It’s not that important to teach older versions of IE how to handle media queries. The point is to make layouts work on small screens. I don’t know of any cell phones running IE6. As an alternative to using polyfills, I tend handle legacy IE with conditional comments. The only trade off for this is, IE < 9 users can’t change the layout by fiddling with the window size. I can live with that. Here is how I use Sass to eliminate the redundancies associated with this kind of browser sniffing.

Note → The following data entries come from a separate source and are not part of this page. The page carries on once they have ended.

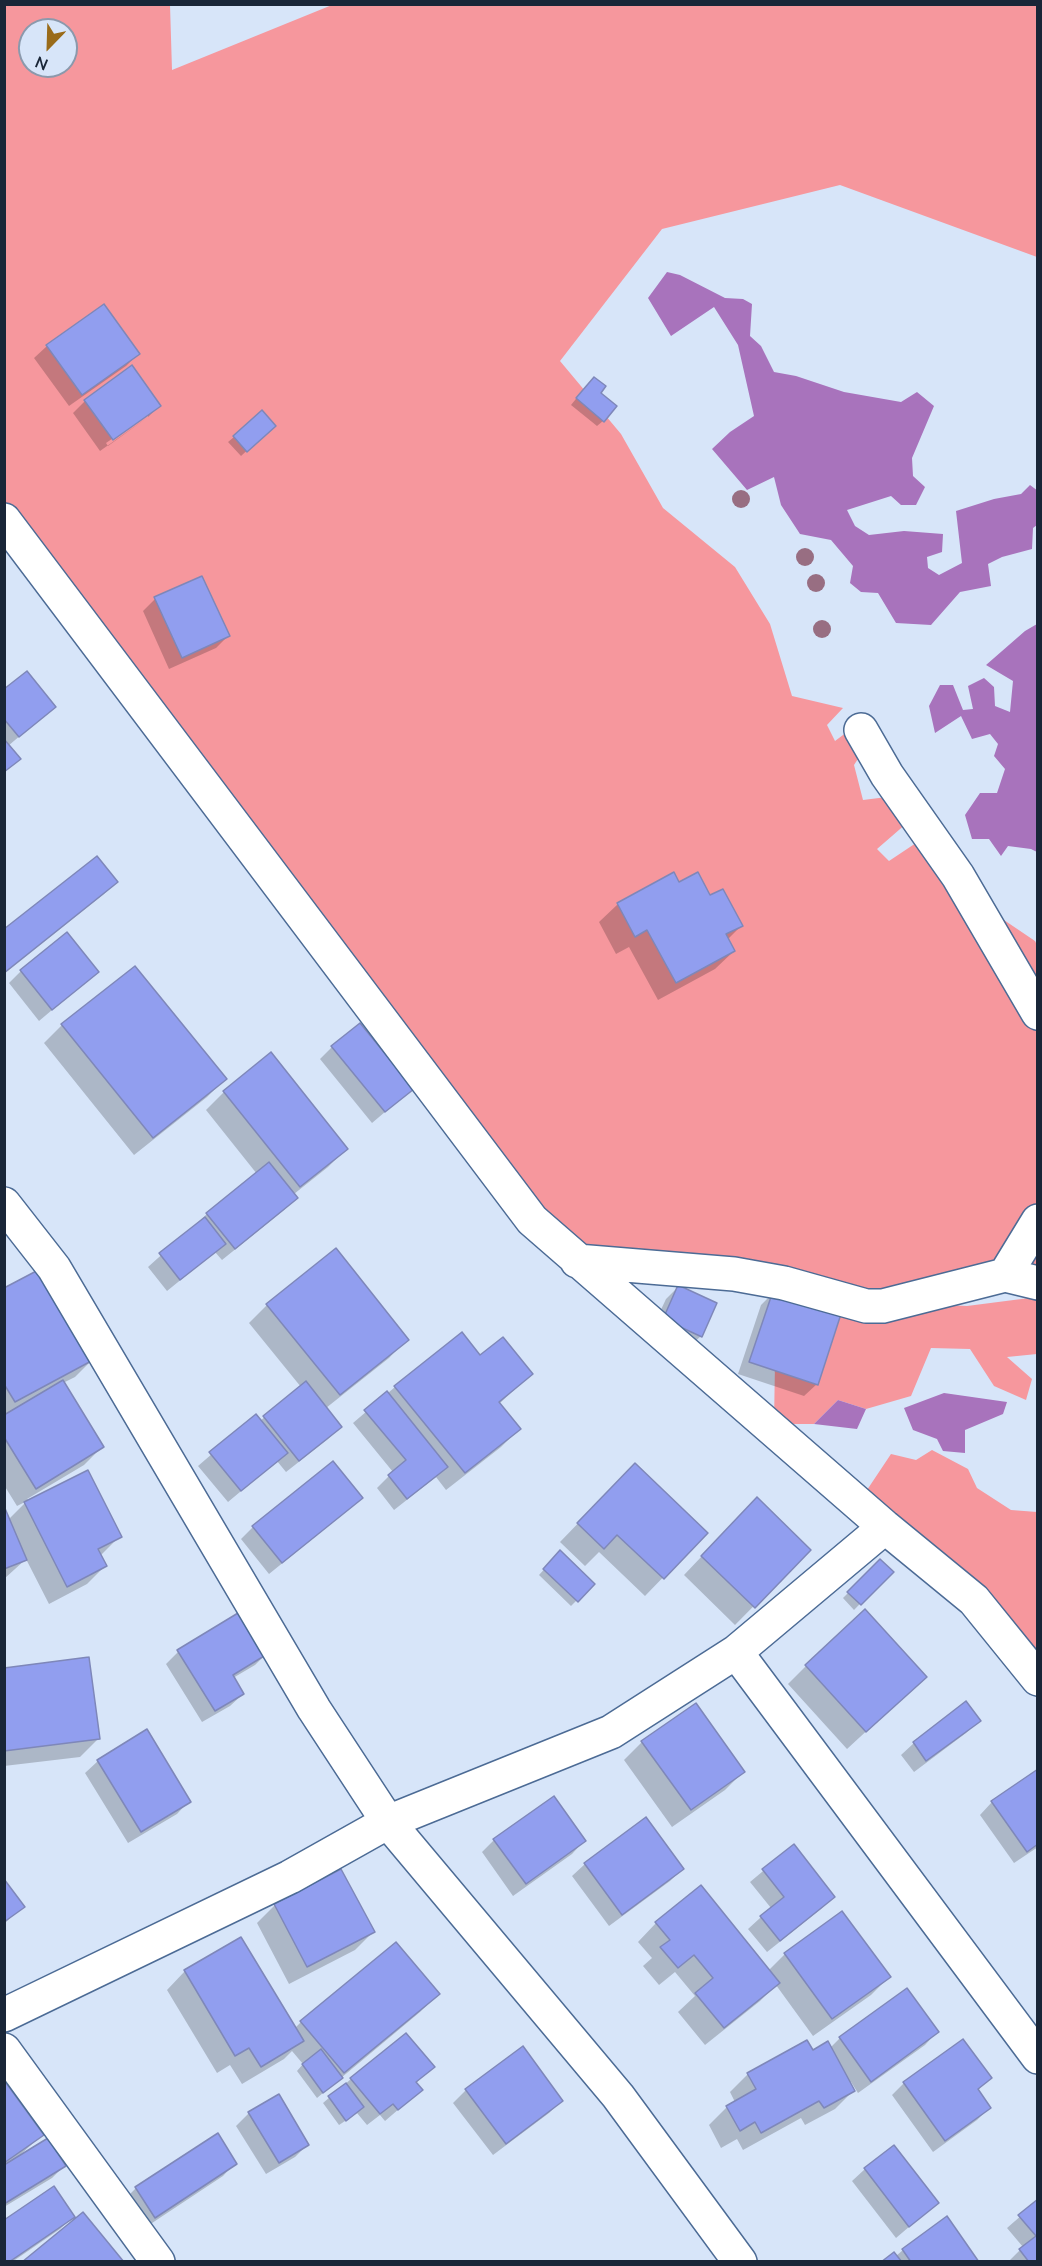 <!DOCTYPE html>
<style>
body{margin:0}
#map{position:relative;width:1042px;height:2266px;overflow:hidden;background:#d7e5f9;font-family:"Nunito Sans",sans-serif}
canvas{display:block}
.frame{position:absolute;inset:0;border:6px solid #192638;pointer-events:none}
.north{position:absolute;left:18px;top:18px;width:60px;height:60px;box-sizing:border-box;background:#d7e5f9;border:2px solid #8b99ac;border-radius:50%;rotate:203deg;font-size:16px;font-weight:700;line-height:24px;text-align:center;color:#192638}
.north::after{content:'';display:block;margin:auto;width:21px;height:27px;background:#996b1a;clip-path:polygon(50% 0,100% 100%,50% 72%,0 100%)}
</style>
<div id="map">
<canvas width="1042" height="2266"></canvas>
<div class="frame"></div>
<div class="north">N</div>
</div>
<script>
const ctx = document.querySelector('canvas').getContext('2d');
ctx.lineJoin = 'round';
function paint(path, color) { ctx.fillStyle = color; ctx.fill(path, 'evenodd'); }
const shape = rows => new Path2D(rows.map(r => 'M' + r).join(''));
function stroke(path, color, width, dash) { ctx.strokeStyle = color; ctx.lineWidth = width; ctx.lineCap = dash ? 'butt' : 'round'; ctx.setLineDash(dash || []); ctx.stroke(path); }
const green = shape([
 [74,4,170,5,172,70,332,5,1037,5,1037,257,840,185,662,229,560,361,621,434,663,508,735,567,770,624,792,696,843,708,827,725,835,741,859,723,863,751,854,765,863,800,903,795,907,823,877,849,889,861,925,837,969,860,966,901,998,916,1035,941,1038,947,1037,1273,1001,1263,868,1292,577,1248,545,1216,391,1015,5,504,5,5],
 [30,30,66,30,66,66,30,66],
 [1037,1297,1037,1354,1007,1357,1032,1379,1026,1400,994,1386,970,1349,931,1348,911,1396,866,1409,838,1400,814,1424,774,1424,775,1362,831,1300,967,1306],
 [932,1450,968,1469,977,1488,1011,1510,1037,1512,1037,1695,915,1548,861,1499,891,1454,916,1460]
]);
const water = shape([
 [667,272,680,275,725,298,743,299,752,304,750,336,761,346,774,372,796,376,844,392,901,402,917,392,934,406,912,458,913,476,925,487,916,505,901,505,891,496,847,510,855,526,869,535,904,531,943,534,942,552,927,557,928,568,939,575,962,563,956,511,994,499,1021,494,1030,485,1038,491,1037,525,1033,528,1032,549,1002,557,988,564,991,586,960,592,931,625,896,623,878,593,861,592,850,583,853,566,831,540,800,534,781,505,774,477,747,490,712,449,730,432,754,416,738,345,714,307,671,336,648,298],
 [1037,624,1037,852,1031,849,1008,846,1001,856,989,839,972,839,965,815,980,793,997,793,1005,769,994,756,998,744,990,734,972,739,961,716,935,733,929,706,940,685,953,685,963,710,973,709,968,686,984,678,994,687,995,706,1010,712,1013,681,986,665,1025,631],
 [944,1393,1007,1402,1003,1414,965,1430,965,1453,943,1451,937,1439,913,1430,904,1408],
 [838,1400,866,1409,857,1429,814,1424]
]);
const shadow = shape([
 [104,306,138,354,126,366,69,406,34,358,47,346],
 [588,384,598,393,603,421,597,426,571,405],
 [85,401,159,406,148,417,148,414,106,443,108,446,148,417,100,451,73,413],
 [268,431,241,456,228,442,234,437],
 [155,599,228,636,216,648,169,669,143,611],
 [4,690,54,707,8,746,19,759,4,773],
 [673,874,679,884,710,897,741,926,727,940,734,951,715,969,658,1000,629,947,616,954,599,922,618,904],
 [116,882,104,894,4,974,4,931],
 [21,971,97,972,39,1021,9,983],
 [62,1025,225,1079,207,1097,134,1155,44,1043],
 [332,1047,412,1089,372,1123,320,1059],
 [270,1054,346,1149,328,1167,294,1194,296,1197,284,1210,222,1260,215,1252,167,1291,148,1267,207,1214,257,1174,206,1110,224,1092],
 [678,1287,701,1336,688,1348,651,1331,666,1299],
 [4,1290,93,1359,75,1377,63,1383,103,1446,84,1465,27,1499,120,1536,100,1556,105,1566,87,1584,49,1604,26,1559,4,1579,4,1510,8,1520,27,1501,17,1506,4,1485],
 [773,1293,817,1384,804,1396,738,1374,761,1305],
 [267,1305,407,1339,389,1358,326,1408,340,1426,328,1439,286,1472,277,1461,228,1502,198,1466,256,1416,260,1421,301,1387,249,1323],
 [480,1357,531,1374,499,1404,519,1429,501,1447,446,1490,436,1477,394,1510,377,1488,393,1472,353,1423,395,1387],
 [617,1483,706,1533,645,1596,599,1552,585,1566,560,1542],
 [361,1498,348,1510,269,1574,241,1539,253,1527],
 [739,1517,809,1550,735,1625,684,1575],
 [560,1552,593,1584,571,1606,539,1575],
 [880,1561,891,1572,854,1610,843,1598],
 [178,1652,268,1652,255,1665,233,1678,243,1694,230,1706,202,1722,166,1664],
 [806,1666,925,1677,847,1749,788,1684],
 [4,1669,98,1739,80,1757,4,1766],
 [695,1705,743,1772,725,1790,672,1827,624,1760,642,1742],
 [979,1720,966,1733,914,1772,901,1755,914,1743],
 [98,1761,189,1801,177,1814,128,1843,85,1773],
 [1038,1771,1038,1847,1014,1863,980,1815,992,1802],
 [645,1819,682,1869,670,1881,609,1926,572,1876,585,1864],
 [494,1840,584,1841,572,1854,513,1896,482,1852],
 [793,1846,833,1897,821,1909,767,1952,748,1929,771,1908,750,1882],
 [4,1881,23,1906,4,1924],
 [701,1887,768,1971,785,1954,842,1913,889,1977,871,1995,813,2036,776,1985,760,2001,705,2045,678,2012,695,1996,675,1972,659,1985,643,1966,652,1958,638,1942,656,1923],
 [275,1905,373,1932,355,1950,289,1984,257,1923],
 [185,1971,294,2029,301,2022,438,1994,420,2012,317,2098,297,2071,303,2064,292,2051,284,2059,242,2084,230,2065,217,2073,167,1990],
 [906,1990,937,2032,925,2045,858,2093,851,2082,849,2083,853,2091,835,2109,805,2125,801,2118,743,2150,737,2139,721,2148,709,2125,727,2107,735,2102,730,2092,748,2074,830,2048,840,2038],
 [522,2049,561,2101,549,2113,493,2155,453,2103,466,2090],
 [433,2067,416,2083,421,2090,385,2121,380,2115,367,2125,357,2113,339,2125,323,2103,351,2079],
 [990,2078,977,2091,990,2107,977,2120,933,2152,892,2095,904,2083],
 [4,2083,42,2135,20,2155,21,2157,64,2166,52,2178,4,2207],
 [278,2096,307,2145,295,2157,266,2174,236,2126,249,2113],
 [235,2163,223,2176,143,2229,124,2200,136,2188],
 [865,2169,937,2203,896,2238,852,2181],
 [1038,2201,1038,2262,1008,2262,1023,2247,1007,2228],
 [73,2217,60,2229,12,2262,4,2262],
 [903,2250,977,2262,883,2262,896,2256]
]);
const building = shape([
 [104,304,140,354,82,395,46,345,104,304],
 [132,365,161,406,113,440,84,400,132,365],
 [594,377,606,386,601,393,617,406,604,422,576,398,594,377],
 [262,410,276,426,247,452,233,436,262,410],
 [202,576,230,636,182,658,154,597,202,576],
 [27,671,56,707,19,737,4,719,4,689,27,671],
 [4,739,21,759,4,772,4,739],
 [97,856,118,882,4,973,4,929,97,856],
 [674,872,679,882,698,872,710,895,723,889,743,926,726,934,735,951,676,983,647,930,635,937,617,903,674,872],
 [67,932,99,972,52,1010,20,970,67,932],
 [135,966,227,1079,153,1138,61,1024,135,966],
 [360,1023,414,1089,385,1112,331,1046,360,1023],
 [271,1052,348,1149,300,1187,223,1091,271,1052],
 [269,1162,298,1198,235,1249,206,1213,269,1162],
 [205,1217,226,1244,180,1280,159,1253,205,1217],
 [336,1248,409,1340,340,1395,266,1304,336,1248],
 [44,1267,95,1359,15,1402,4,1384,4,1288,44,1267],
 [678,1285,717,1303,702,1337,663,1319,678,1285],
 [773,1291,841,1314,818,1385,749,1362,773,1291],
 [462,1332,480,1355,503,1337,533,1374,499,1402,521,1429,465,1473,394,1386,462,1332],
 [63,1380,104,1447,36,1489,4,1437,4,1415,63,1380],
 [306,1381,342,1427,299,1461,263,1416,306,1381],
 [387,1391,448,1467,407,1499,388,1475,406,1460,364,1410,387,1391],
 [256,1414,288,1453,241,1491,209,1452,256,1414],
 [333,1461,363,1498,282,1563,252,1526,333,1461],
 [635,1463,708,1533,664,1579,617,1535,604,1549,577,1523,635,1463],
 [88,1470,122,1537,98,1549,107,1566,67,1587,24,1502,88,1470],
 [757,1497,811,1550,755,1608,701,1556,757,1497],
 [4,1506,27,1560,4,1569,4,1506],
 [560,1550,595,1584,578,1602,543,1569,560,1550],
 [880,1559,894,1572,861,1605,847,1592,880,1559],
 [865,1609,927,1677,866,1732,805,1665,865,1609],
 [243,1610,269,1653,233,1675,244,1694,215,1711,177,1650,243,1610],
 [89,1657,100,1739,4,1751,4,1668,89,1657],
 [966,1701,981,1721,926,1761,913,1742,966,1701],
 [696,1703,745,1772,691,1810,641,1741,696,1703],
 [147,1729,191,1802,141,1832,97,1760,147,1729],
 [1038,1769,1038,1844,1027,1852,991,1801,1038,1769],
 [554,1796,586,1841,526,1884,493,1839,554,1796],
 [646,1817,684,1869,622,1915,584,1863,646,1817],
 [794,1844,835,1897,780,1941,760,1916,784,1897,762,1869,794,1844],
 [341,1869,375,1932,307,1967,274,1904,341,1869],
 [4,1879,25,1907,4,1922,4,1879],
 [701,1885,780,1983,724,2028,695,1993,713,1978,694,1955,678,1968,660,1947,670,1940,655,1922,701,1885],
 [842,1911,891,1977,832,2019,784,1953,842,1911],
 [241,1937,304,2041,261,2067,249,2048,235,2056,184,1970,241,1937],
 [396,1942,440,1994,344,2073,300,2021,396,1942],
 [907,1988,939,2032,871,2082,839,2037,907,1988],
 [406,2033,435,2067,416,2082,423,2090,398,2110,393,2104,380,2114,350,2078,406,2033],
 [963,2039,992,2078,978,2089,991,2108,945,2141,903,2082,963,2039],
 [807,2040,813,2050,828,2041,855,2091,824,2108,819,2101,761,2133,755,2122,740,2131,726,2106,756,2089,747,2073,807,2040],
 [523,2046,563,2101,506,2144,465,2089,523,2046],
 [321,2049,343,2078,323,2093,302,2064,321,2049],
 [4,2080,44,2135,4,2163,4,2080],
 [346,2083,364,2107,346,2121,328,2096,346,2083],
 [279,2094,309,2145,279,2163,248,2112,279,2094],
 [218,2133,237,2164,155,2218,135,2187,218,2133],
 [48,2138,66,2166,4,2204,4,2165,48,2138],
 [894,2145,939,2203,909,2227,864,2168,894,2145],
 [54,2186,75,2217,9,2262,4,2262,4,2220,54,2186],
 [1038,2199,1038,2262,1029,2262,1019,2249,1036,2236,1018,2215,1038,2199],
 [83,2212,124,2262,22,2262,83,2212],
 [947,2216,979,2262,911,2262,902,2249,947,2216],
 [894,2252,902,2262,881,2262,894,2252]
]);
const minor = shape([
 [4,520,532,1220,885,1527,974,1600,1038,1679],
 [861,730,887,775,958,876,1038,1013],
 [4,1204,54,1268,314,1709,388,1822,618,2096,740,2262],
 [577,1261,734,1274,784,1283,866,1306,883,1306,1005,1275,1038,1283],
 [1005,1275,1038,1221],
 [736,1652,1038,2057],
 [4,2015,290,1877,388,1822,611,1732,736,1652,885,1527],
 [4,2050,158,2262]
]);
const trees = [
 [741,499],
 [805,557],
 [816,583],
 [822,629]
];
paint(green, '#f6979d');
paint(water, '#a873bc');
paint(shadow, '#0003');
paint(building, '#919eef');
stroke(building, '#7e87b9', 1.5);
stroke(minor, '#4c6b95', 36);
stroke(minor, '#fff', 33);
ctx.fillStyle = '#986e82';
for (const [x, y] of trees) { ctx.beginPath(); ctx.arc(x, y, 9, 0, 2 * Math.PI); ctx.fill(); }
</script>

Wrap all of the styles that would be declared within the laptop sized media query in a mixin. Then, call that mixin from inside a media query. No magic so far, just using a mixin in lieu of copy and paste.
_laptop.scss
@mixin laptop {
[all of your laptop size styles go here]
}
@media only screen and (min-width: 992px) {
@include laptop;
}
Next, I call the same mixin from within an partial made just for old versions of IE. Finally, I link to that stylesheet from within an IE conditional comment.
_ieLT9.scss
@include laptop;
// That is likely to be the entire contents.
IE conditional comment
<!--[if lt IE 9 ]>
<link rel="stylesheet" href="/path-to/css/ieLT9.css" media="screen, projection">
<![endif]-->
That’s it. Now you don’t have to worry about keeping your layout changes in sync across nearly identical sheets. Old browsers get a sensible layout. Best of all, we didn’t have to use any javascript.